When the NCAA D-1 finally goes to a bracketed elimination system based on conference champions then I'll respect it. 

ROLL TIDE!!!!


----------



## SpotandStalk (Nov 25, 2017)

Its about time to let it all hang out!


----------



## weagle (Nov 25, 2017)

It's an almost impossible scenario, but the Auburn dream season would be to win the NC by beating UGA and bama twice in one season and get a revenge win against Clemson.


----------



## Matthew6 (Nov 25, 2017)

weagle said:


> It's an almost impossible scenario, but the Auburn dream season would be to win the NC by beating UGA and bama twice in one season and get a revenge win against Clemson.



your dreams die today barnthug


----------



## weagle (Nov 25, 2017)

Matthew6 said:


> your dreams die today barnthug



Put your mouthpiece in.  It's on!

WDE!


----------



## srb (Nov 25, 2017)

Au scores First...


----------



## tcward (Nov 25, 2017)

If K. Johnson goes down Auburn is done. Ride him while you can.


----------



## weagle (Nov 25, 2017)

Brutal turnover right there.  Can't be giving points away.


----------



## TomC (Nov 25, 2017)

Miguel Cervantes said:


>



They can't even properly pronounce the name of their stadium. Jordan is pronounced Jordan.......NOT JERDEN. R controlled vowels are not that difficult


----------



## weagle (Nov 25, 2017)

Strong drive by bama.  Got away with an Offinsive interference on the TD pass, but it seldom gets called.


----------



## Matthew6 (Nov 25, 2017)

weagle said:


> Strong drive by bama.  Got away with an Offinsive interference on the TD pass, but it seldom gets called.



not hardly


----------



## weagle (Nov 25, 2017)

Matthew6 said:


> not hardly



Field goal.  Like a thug.


----------



## weagle (Nov 25, 2017)

It's going to take 30 to win this game.


----------



## Matthew6 (Nov 25, 2017)

weagle said:


> It's going to take 30 to win this game.

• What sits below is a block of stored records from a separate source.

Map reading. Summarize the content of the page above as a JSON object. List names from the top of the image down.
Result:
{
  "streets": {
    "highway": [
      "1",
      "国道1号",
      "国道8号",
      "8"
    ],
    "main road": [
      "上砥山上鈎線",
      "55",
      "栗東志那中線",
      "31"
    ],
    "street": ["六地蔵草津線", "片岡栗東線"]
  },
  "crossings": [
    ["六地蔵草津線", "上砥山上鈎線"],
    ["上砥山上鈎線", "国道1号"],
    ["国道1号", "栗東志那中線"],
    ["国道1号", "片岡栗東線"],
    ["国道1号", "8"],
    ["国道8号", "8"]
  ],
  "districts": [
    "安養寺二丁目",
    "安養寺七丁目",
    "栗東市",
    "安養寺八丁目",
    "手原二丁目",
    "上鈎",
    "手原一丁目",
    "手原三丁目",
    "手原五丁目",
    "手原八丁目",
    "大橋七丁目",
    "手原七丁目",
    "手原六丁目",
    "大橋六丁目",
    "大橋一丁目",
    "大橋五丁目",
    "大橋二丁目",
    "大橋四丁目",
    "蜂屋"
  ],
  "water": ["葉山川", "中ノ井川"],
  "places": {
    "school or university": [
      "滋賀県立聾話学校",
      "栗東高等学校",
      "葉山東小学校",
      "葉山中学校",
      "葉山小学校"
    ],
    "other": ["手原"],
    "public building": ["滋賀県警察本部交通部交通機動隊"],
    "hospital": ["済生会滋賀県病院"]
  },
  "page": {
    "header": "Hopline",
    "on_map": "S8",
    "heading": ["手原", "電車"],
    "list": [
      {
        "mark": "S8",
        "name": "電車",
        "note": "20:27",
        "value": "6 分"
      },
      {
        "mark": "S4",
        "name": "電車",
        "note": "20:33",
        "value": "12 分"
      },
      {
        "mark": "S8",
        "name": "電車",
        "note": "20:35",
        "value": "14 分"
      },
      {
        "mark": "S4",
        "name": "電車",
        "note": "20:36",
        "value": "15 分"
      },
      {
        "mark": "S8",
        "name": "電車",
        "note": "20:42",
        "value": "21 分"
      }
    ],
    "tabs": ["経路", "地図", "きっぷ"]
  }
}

i think the barn can do that. lol.


----------



## Geffellz18 (Nov 25, 2017)

The barn playing tough. Definately has the edge. Exciting game so far. Bama not looking typical tonight except for the 2nd half opening drive. Too many minor miscues.


----------



## weathermantrey (Nov 25, 2017)

The first team with a pulse alabama has played all year... no surprise here.


----------



## Patriot44 (Nov 25, 2017)

Fiah!


----------



## John Cooper (Nov 25, 2017)

weathermantrey said:


> The first team with a pulse alabama has played all year... no surprise here.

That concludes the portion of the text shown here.